Игорь Ильич тут же парировал реплику пасынка:
— Знаешь, один умный человек сказал: народ имеет такое правительство, которое…
Юлиан перебил Лаврищева:
— Брось сыпать цитатами народных депутатов, Лаврищев! Я считаю, что после того что правительство сделало с народом, оно обязано на нём жениться.
— Это ведь тоже не твоё…
— Было не моим. Теперь — моё. Как ты любишь говорить, от такой жизни и философом станешь. Ради красного словца наш Павлик как-то сдал отца… Ты, кстати, уже сжёг свой партбилет с Ильичом на обложке? Смотри, запишут в неблагонадёжные. Пора, Лаврищев, перекрашиваться. И не делай, не делай такое жалостливо-недоумённое лицо. Я тут у Марка Твена вычитал мудрую мысль, что все политические партии в конце концов умирают, подавившись собственной ложью.

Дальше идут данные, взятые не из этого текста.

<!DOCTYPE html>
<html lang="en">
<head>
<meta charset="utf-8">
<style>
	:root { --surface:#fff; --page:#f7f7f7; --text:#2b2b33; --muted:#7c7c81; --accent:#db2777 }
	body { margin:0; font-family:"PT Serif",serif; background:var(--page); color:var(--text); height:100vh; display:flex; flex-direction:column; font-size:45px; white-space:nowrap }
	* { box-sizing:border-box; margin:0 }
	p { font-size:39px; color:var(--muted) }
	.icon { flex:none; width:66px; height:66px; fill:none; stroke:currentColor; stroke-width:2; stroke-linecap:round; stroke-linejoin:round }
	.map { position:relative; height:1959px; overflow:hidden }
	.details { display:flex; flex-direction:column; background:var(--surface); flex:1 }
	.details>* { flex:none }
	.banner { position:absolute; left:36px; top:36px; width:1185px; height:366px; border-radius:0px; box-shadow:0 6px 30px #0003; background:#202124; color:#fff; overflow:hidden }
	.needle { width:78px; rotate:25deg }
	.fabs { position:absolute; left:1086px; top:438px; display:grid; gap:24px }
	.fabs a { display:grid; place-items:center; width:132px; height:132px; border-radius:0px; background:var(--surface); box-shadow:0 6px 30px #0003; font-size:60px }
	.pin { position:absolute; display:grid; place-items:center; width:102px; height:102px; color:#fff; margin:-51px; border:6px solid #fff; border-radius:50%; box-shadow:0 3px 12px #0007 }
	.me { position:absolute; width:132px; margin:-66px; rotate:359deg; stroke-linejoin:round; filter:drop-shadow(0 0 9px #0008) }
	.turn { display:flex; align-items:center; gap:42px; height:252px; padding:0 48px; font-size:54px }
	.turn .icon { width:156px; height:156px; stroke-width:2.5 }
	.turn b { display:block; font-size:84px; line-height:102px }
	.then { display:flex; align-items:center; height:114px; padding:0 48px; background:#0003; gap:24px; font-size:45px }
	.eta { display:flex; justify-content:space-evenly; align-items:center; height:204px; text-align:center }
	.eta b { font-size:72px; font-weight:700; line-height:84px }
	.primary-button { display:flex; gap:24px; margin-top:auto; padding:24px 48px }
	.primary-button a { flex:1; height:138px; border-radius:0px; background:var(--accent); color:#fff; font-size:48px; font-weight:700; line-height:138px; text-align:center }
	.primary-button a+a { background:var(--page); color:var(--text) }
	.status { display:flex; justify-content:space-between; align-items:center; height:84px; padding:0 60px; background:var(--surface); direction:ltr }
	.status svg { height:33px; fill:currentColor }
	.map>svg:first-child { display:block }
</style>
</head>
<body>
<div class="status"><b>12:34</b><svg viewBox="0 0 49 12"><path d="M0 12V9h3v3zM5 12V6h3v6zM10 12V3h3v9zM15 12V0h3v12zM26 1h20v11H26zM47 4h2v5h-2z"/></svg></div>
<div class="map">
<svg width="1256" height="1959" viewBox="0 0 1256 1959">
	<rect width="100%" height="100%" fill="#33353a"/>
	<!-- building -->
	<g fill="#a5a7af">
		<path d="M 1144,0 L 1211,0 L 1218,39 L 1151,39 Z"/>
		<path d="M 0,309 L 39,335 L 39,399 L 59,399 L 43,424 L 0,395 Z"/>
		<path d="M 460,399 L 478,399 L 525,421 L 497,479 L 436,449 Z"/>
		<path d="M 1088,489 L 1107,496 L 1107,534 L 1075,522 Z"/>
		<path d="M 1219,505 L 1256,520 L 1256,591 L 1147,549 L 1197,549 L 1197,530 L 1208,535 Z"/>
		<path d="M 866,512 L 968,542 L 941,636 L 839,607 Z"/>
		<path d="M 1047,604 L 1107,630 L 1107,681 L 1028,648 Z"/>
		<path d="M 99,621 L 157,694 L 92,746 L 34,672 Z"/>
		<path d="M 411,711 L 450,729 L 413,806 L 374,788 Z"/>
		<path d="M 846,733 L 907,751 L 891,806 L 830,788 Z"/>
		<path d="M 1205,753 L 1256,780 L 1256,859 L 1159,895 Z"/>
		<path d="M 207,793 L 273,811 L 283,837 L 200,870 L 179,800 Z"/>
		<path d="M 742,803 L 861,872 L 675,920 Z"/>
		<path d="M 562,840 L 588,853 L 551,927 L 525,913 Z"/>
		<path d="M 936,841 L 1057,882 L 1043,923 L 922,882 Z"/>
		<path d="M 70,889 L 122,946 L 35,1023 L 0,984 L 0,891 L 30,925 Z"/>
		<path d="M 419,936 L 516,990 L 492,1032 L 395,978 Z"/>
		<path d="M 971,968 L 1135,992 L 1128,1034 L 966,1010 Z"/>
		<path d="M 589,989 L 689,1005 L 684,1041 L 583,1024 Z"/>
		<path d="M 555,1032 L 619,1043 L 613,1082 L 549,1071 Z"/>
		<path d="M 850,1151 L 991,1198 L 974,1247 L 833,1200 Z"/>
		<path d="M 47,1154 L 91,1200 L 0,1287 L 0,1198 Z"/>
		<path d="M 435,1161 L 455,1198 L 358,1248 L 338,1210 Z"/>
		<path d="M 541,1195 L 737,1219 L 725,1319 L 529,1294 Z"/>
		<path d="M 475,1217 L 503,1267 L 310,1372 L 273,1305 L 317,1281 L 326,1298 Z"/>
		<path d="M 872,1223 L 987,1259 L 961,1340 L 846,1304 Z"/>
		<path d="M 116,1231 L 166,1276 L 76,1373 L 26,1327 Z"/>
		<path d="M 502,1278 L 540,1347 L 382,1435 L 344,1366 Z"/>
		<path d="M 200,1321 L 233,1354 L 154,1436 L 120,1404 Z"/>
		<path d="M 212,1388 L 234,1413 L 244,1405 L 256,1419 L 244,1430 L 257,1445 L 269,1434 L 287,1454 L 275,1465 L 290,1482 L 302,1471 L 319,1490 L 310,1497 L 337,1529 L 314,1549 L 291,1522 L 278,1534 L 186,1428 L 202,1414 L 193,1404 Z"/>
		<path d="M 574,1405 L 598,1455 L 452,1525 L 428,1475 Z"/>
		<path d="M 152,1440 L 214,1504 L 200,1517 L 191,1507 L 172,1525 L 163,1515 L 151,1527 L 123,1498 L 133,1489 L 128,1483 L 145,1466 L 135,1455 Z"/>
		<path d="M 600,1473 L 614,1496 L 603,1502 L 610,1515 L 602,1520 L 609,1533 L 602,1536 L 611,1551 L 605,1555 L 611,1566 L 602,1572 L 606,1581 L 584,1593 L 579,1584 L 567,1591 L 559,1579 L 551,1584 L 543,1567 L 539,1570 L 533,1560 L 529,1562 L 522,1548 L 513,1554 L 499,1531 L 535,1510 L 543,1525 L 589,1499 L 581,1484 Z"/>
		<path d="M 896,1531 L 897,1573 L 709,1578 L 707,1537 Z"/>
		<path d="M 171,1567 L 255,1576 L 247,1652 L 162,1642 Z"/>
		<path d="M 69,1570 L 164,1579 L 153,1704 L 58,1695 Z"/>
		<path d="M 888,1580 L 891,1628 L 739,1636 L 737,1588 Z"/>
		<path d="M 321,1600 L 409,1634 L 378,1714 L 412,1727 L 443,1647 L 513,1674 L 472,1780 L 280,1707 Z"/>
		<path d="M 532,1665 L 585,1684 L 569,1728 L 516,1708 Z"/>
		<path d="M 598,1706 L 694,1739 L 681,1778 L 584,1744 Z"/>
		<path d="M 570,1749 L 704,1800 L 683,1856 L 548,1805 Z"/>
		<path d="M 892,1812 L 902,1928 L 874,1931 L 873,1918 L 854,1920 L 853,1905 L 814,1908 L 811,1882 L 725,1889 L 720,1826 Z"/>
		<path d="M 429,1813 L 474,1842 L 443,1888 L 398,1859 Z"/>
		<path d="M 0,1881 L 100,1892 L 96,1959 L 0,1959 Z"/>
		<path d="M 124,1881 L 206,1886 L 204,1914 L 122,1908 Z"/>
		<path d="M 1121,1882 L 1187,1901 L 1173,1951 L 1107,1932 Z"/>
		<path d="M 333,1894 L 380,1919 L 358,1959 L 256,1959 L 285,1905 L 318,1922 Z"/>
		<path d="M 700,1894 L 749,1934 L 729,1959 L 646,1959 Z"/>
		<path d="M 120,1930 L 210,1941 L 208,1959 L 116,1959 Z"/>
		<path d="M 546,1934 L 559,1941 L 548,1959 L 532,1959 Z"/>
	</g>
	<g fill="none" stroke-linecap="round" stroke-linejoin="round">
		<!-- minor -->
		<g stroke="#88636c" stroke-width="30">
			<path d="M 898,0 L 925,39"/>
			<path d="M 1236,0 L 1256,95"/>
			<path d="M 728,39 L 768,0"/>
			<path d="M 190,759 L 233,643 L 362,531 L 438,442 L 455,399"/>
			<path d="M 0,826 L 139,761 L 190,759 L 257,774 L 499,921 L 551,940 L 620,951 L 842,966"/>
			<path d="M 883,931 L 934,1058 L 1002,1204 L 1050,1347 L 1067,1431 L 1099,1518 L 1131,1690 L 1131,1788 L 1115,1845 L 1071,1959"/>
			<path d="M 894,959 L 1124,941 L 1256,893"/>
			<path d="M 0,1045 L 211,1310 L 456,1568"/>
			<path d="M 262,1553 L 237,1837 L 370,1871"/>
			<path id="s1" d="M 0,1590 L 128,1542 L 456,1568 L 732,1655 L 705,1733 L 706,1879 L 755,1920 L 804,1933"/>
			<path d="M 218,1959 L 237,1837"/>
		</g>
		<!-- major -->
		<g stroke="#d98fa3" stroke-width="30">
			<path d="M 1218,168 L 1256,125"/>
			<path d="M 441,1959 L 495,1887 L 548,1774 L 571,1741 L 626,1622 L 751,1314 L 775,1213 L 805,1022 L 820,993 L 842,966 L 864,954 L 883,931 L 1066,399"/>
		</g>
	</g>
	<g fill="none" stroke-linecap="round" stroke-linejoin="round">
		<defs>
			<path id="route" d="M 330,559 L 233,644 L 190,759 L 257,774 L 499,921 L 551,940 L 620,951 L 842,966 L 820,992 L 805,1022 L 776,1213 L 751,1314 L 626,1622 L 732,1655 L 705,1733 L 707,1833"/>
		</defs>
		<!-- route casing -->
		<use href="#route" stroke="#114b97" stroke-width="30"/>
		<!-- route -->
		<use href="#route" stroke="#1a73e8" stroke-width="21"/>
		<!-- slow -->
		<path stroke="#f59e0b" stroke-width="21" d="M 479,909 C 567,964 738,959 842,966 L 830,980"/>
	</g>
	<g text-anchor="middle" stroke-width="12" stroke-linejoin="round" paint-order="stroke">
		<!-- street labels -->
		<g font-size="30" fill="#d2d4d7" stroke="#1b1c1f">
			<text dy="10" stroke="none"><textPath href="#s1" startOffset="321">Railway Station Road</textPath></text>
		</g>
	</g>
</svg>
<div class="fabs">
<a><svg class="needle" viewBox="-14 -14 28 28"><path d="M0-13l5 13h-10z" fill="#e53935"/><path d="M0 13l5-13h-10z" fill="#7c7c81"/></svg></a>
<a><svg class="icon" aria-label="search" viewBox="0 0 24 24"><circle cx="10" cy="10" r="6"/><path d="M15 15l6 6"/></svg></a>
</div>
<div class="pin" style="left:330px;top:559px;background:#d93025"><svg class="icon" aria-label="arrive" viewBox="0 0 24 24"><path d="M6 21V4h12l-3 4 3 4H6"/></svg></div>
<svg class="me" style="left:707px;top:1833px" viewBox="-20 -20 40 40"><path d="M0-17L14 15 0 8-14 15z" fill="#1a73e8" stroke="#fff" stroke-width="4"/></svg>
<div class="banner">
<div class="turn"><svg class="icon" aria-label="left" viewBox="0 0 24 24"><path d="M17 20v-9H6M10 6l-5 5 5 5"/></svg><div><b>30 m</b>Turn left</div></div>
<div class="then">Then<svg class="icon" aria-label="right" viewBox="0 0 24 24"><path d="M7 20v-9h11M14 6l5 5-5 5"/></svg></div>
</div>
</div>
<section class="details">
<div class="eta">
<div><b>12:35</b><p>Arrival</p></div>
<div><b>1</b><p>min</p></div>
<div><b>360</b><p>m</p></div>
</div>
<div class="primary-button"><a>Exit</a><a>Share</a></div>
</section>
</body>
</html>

— Перекрашиваться? — переспросил Игорь Ильич. — Это что, в другую партию предлагаешь вступить?
— Ты же конформист, Лаврищев. Любитель компромиссов с государством. Сам должен кумекать, не маленький… Я тут слоган сочинил. Дарю: «Держаться партии народной и современно и доходно!»
— Спасибо, не надо.
— Ах да, ты же считаешь, что раньше жизнь была раем: РАЙком, РАЙисполком. А сейчас всё больше ад: АД министрация…
— Ничего я такого не считаю. Простоя знаю, что наша страна — родина талантов и гениев.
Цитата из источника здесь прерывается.